#### TASK PROMPT
Starting with the line that contains "Map reading. Serialize" and stopping after the line that contains "Input: one rendered map. Summarize", return each line below exactly as written, with no others.

#### EXTRACTED DATA
_ _ _ _ _ _ _
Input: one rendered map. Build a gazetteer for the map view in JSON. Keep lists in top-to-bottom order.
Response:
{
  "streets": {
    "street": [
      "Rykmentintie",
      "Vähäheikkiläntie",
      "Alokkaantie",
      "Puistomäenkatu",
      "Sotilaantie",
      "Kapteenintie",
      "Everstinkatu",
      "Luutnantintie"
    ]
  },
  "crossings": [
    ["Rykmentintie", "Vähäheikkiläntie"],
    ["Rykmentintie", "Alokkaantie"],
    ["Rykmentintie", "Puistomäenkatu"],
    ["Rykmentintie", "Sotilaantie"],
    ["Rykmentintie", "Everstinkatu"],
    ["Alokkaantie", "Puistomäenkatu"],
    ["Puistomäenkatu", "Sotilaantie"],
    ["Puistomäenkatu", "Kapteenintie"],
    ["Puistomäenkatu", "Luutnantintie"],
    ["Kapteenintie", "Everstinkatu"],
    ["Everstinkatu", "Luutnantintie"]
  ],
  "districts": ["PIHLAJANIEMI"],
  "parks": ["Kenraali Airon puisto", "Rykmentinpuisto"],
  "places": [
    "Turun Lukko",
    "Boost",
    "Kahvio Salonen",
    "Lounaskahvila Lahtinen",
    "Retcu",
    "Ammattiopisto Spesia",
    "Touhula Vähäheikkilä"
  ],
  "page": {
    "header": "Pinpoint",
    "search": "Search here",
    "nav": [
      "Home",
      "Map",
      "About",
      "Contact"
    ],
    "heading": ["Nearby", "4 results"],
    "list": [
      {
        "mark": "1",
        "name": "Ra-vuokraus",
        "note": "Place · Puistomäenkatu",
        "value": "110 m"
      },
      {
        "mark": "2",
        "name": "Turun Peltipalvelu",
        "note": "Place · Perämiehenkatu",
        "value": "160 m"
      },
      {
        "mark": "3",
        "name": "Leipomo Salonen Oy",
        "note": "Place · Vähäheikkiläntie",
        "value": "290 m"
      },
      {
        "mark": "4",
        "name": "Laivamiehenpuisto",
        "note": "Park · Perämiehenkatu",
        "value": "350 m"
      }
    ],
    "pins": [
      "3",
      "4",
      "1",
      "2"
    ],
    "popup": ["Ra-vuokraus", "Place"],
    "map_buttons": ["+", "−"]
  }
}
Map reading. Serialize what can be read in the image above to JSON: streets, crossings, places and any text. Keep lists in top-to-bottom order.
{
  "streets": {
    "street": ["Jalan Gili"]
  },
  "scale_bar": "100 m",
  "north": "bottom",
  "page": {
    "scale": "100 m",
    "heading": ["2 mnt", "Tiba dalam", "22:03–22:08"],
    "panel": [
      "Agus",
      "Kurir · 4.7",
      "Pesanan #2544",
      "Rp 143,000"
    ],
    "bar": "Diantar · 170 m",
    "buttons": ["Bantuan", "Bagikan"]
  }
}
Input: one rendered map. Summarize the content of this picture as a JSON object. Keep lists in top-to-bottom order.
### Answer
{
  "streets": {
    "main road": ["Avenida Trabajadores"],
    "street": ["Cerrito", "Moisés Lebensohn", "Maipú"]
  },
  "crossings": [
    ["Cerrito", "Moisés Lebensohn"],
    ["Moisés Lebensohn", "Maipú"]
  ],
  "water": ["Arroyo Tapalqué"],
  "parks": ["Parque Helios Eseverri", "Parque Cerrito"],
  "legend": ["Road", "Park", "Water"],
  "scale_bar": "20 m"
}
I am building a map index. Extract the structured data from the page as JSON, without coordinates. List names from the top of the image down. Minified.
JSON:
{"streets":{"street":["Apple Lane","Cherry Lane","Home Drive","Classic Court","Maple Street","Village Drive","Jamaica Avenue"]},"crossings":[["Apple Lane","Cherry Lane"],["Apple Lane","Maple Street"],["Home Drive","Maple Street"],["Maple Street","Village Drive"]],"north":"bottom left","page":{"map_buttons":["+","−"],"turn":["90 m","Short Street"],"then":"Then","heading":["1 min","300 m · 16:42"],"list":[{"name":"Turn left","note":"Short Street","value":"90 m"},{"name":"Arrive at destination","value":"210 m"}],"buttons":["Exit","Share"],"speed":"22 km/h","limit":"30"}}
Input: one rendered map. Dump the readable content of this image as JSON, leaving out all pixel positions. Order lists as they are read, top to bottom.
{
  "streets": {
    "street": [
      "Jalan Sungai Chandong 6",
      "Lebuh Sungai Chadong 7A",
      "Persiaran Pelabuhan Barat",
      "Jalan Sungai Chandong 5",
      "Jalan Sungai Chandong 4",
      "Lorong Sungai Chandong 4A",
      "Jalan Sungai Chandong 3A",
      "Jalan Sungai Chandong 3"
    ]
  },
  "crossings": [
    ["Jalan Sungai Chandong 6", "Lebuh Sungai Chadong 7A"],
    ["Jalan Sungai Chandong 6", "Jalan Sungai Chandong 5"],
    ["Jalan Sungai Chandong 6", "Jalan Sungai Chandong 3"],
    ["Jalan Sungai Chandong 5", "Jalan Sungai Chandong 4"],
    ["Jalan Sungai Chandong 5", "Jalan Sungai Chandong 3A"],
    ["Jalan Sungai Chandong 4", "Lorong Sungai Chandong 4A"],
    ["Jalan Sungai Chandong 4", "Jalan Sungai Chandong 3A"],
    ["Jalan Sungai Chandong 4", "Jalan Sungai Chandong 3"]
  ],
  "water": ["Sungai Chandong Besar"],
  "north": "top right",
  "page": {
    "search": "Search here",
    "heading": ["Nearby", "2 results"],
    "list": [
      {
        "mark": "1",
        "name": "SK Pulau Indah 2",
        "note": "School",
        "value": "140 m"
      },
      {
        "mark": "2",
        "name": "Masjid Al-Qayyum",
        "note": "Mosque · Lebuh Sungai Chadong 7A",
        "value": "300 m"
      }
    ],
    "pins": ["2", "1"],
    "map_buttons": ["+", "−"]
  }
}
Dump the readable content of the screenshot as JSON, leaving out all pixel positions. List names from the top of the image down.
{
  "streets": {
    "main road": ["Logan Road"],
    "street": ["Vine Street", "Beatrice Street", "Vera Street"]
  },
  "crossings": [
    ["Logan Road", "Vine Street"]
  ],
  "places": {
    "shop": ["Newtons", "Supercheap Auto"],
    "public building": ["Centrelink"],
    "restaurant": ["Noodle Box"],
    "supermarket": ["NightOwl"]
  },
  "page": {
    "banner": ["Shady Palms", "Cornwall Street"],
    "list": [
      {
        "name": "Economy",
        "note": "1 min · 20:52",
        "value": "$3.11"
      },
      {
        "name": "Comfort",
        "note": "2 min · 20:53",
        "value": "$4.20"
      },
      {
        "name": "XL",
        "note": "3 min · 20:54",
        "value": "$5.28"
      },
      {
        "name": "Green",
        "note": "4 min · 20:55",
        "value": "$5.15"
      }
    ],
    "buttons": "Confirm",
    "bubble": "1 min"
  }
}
_ _ _ _ _ _ _
#### EXERCISE RESULT
Map reading. Serialize what can be read in the image above to JSON: streets, crossings, places and any text. Keep lists in top-to-bottom order.
{
  "streets": {
    "street": ["Jalan Gili"]
  },
  "scale_bar": "100 m",
  "north": "bottom",
  "page": {
    "scale": "100 m",
    "heading": ["2 mnt", "Tiba dalam", "22:03–22:08"],
    "panel": [
      "Agus",
      "Kurir · 4.7",
      "Pesanan #2544",
      "Rp 143,000"
    ],
    "bar": "Diantar · 170 m",
    "buttons": ["Bantuan", "Bagikan"]
  }
}
Input: one rendered map. Summarize the content of this picture as a JSON object. Keep lists in top-to-bottom order.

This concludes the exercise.